Témoin numéro 1 : le mari
Je ne sais pas ce qu’elle a. Je veux dire : je ne sais pas où elle est. Pas vraiment là, pas vraiment ailleurs, elle a dans les yeux du flou et de l’intense, de l’intensité floue, quelque chose comme ça. Rien d’inquiétant, ça, je dirais que j’en suis sûr : parfois même un léger sourire, pas à moi, jamais vraiment à moi. Elle me regarde (c’est peut-être une exagération), et lentement naît ce sourire, comment dire ? Ce sourire retourné, un peu comme un gant, et moi je réponds à son sourire et je me sens idiot, comme quand tu réponds à un geste dans la rue, qui ne s’adressait pas à toi.
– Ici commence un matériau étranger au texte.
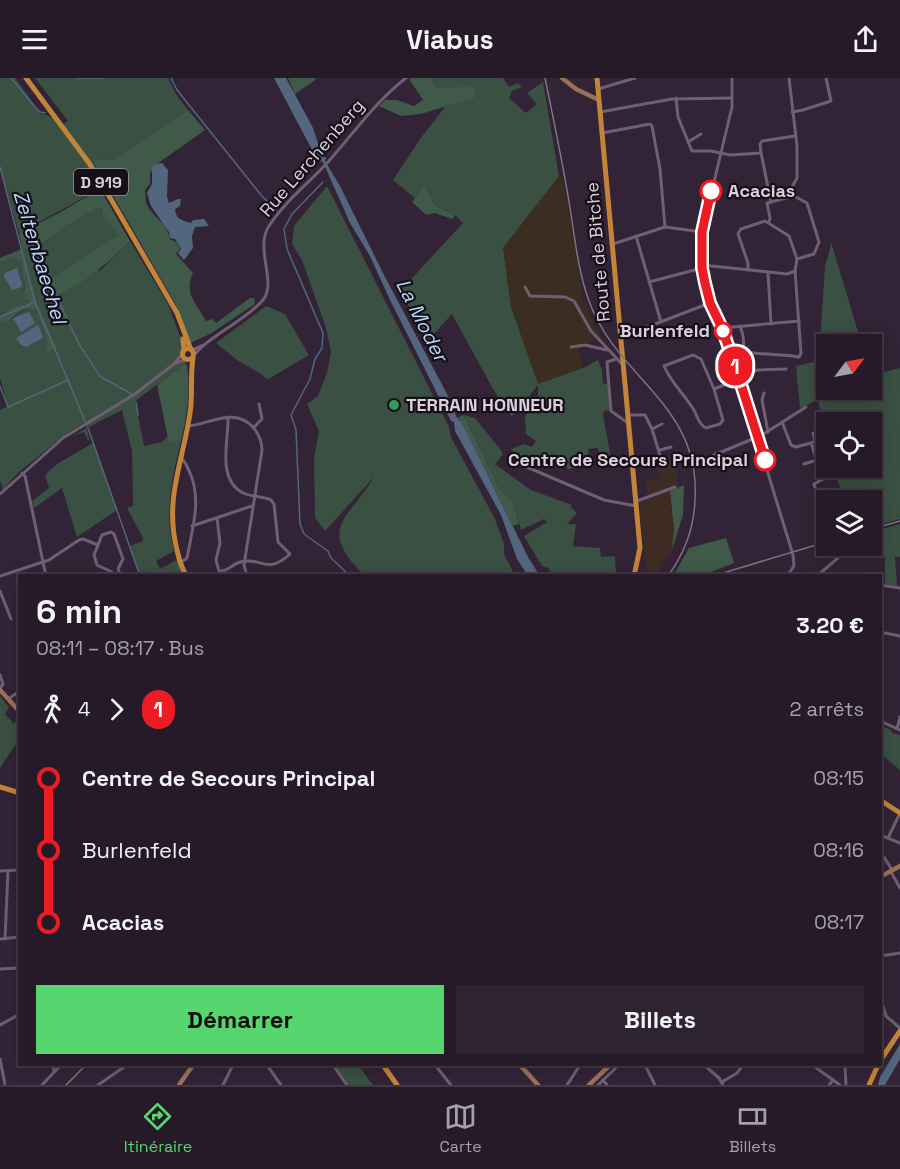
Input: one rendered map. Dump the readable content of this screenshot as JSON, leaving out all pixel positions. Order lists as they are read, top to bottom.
{
  "streets": {
    "main road": ["D 919", "Route de Bitche"],
    "street": ["Rue Lerchenberg"]
  },
  "crossings": [
    ["Rue Lerchenberg", "D 919"]
  ],
  "water": ["Zeltenbaechel", "La Moder"],
  "places": [
    "Acacias",
    "Burlenfeld",
    "TERRAIN HONNEUR",
    "Centre de Secours Principal"
  ],
  "lines": ["bus line 1"],
  "north": "top right",
  "page": {
    "header": "Viabus",
    "on_map": "1",
    "heading": ["6 min", "08:11 – 08:17 · Bus", "3.20 €"],
    "legs": ["4", "1", "2 arrêts"],
    "list": [
      {
        "name": "Centre de Secours Principal",
        "value": "08:15"
      },
      {
        "name": "Burlenfeld",
        "value": "08:16"
      },
      {
        "name": "Acacias",
        "value": "08:17"
      }
    ],
    "buttons": ["Démarrer", "Billets"],
    "tabs": ["Itinéraire", "Carte", "Billets"]
  }
}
Avec Léo, rien a lui reprocher. La maman modèle. Sur papier glacé. Je me demande si Léo se rend compte qu’il a une maman en papier glacé. Forcément, il se rend compte, avec ses antennes de fils, mais il fait comme si, comme moi. Parfois je me surprends à marcher sur la pointe des pieds.
Témoin numéro 2 : le collègue
Elle va tout rafler, je le sens, adieu la promo, elle a de ces petits airs sournois depuis quelques jours, et des ronds de jambe en vois-tu en voilà, polie comme une vitre de musée, je dis pas qu’elle était querelleuse, ça non, mais là, vraiment.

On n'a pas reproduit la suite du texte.